- What is being asked
The word to find is "image". Copy each line of the material that contains it.

- Available data

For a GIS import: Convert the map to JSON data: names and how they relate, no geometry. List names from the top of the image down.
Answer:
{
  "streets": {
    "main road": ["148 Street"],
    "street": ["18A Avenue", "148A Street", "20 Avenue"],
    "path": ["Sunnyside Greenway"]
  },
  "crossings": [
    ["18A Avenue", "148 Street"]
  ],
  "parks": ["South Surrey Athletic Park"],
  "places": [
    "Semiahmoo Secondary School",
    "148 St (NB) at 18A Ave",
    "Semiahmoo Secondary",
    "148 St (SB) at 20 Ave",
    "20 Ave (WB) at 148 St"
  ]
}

---

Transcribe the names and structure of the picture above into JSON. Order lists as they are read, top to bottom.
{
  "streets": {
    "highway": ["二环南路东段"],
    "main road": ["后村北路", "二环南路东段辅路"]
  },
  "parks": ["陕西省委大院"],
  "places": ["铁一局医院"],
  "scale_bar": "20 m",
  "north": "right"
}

...

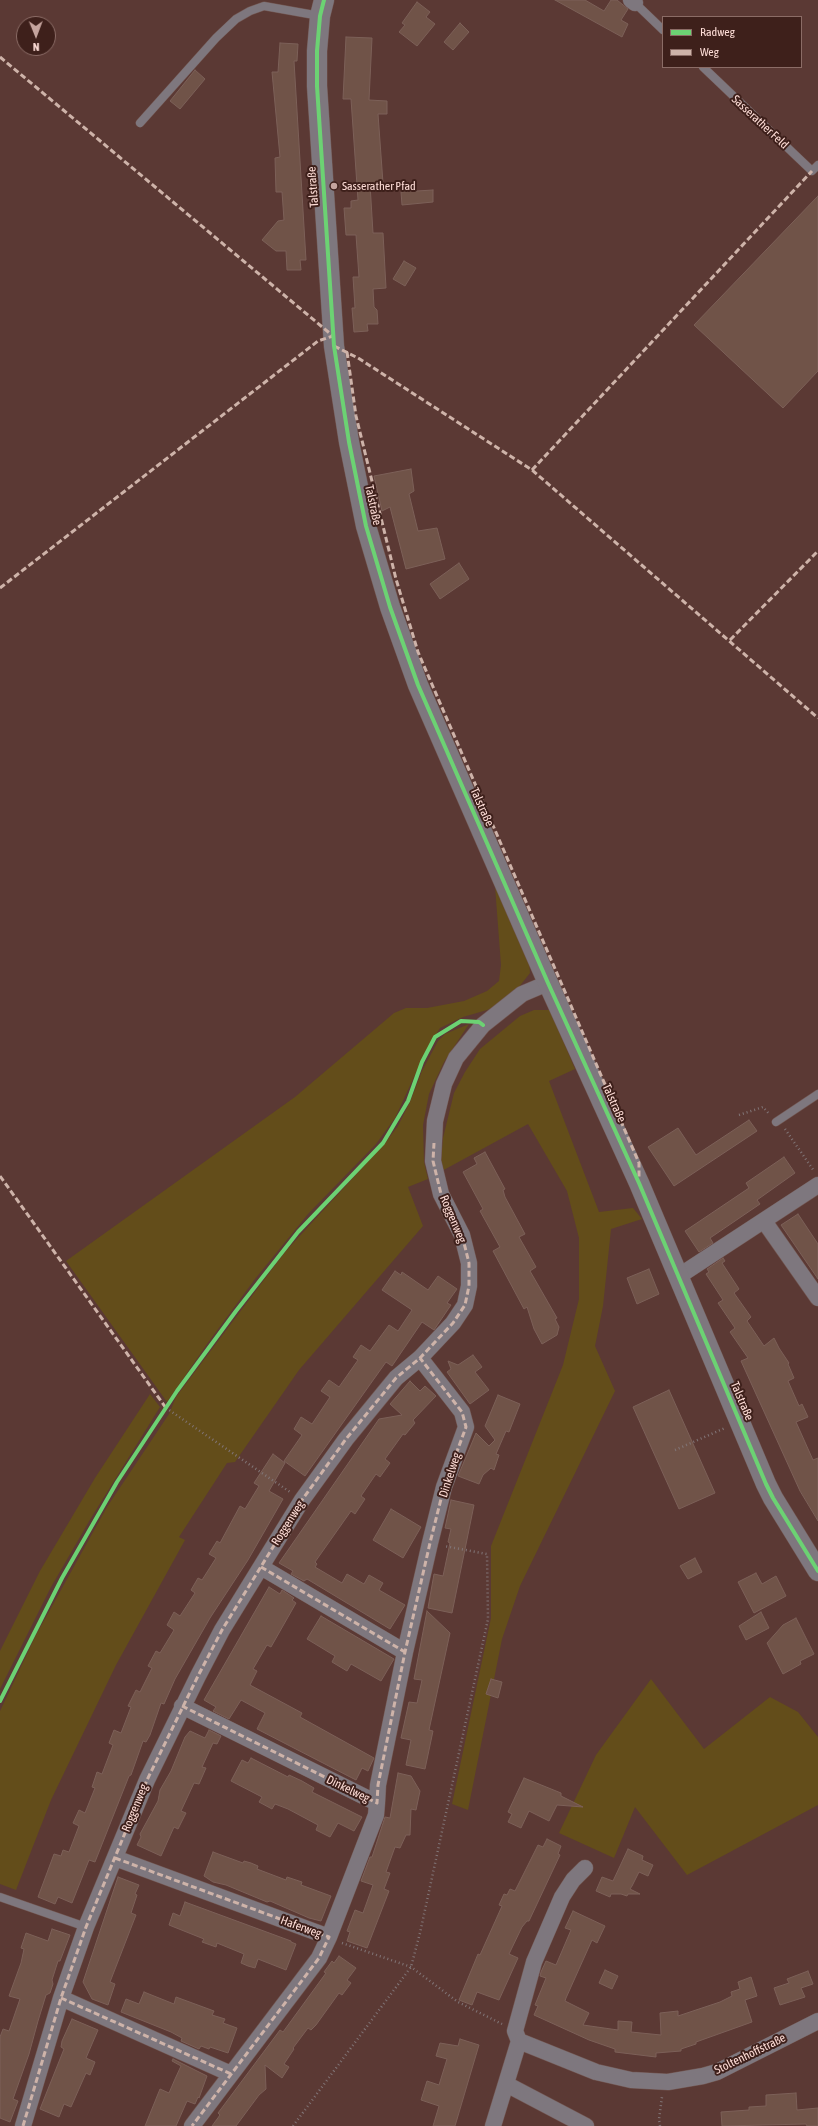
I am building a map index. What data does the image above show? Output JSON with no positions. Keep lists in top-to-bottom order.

- Answer below
For a GIS import: Convert the map to JSON data: names and how they relate, no geometry. List names from the top of the image down.
I am building a map index. What data does the image above show? Output JSON with no positions. Keep lists in top-to-bottom order.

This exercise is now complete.